------ RECORDS SHOWN ------

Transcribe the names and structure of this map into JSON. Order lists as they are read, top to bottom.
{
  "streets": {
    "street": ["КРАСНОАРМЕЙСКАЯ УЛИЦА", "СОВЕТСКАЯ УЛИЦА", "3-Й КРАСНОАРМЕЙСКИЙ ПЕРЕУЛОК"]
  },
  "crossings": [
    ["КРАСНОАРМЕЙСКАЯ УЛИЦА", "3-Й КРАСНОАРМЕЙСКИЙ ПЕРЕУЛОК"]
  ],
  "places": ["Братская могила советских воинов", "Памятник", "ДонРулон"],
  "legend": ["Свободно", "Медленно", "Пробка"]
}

------

▸ ACTION ITEM:
What is needed here is a word-for-word copy of the whole listing.

▸ ANSWER SECTION:
Transcribe the names and structure of this map into JSON. Order lists as they are read, top to bottom.
{
  "streets": {
    "street": ["КРАСНОАРМЕЙСКАЯ УЛИЦА", "СОВЕТСКАЯ УЛИЦА", "3-Й КРАСНОАРМЕЙСКИЙ ПЕРЕУЛОК"]
  },
  "crossings": [
    ["КРАСНОАРМЕЙСКАЯ УЛИЦА", "3-Й КРАСНОАРМЕЙСКИЙ ПЕРЕУЛОК"]
  ],
  "places": ["Братская могила советских воинов", "Памятник", "ДонРулон"],
  "legend": ["Свободно", "Медленно", "Пробка"]
}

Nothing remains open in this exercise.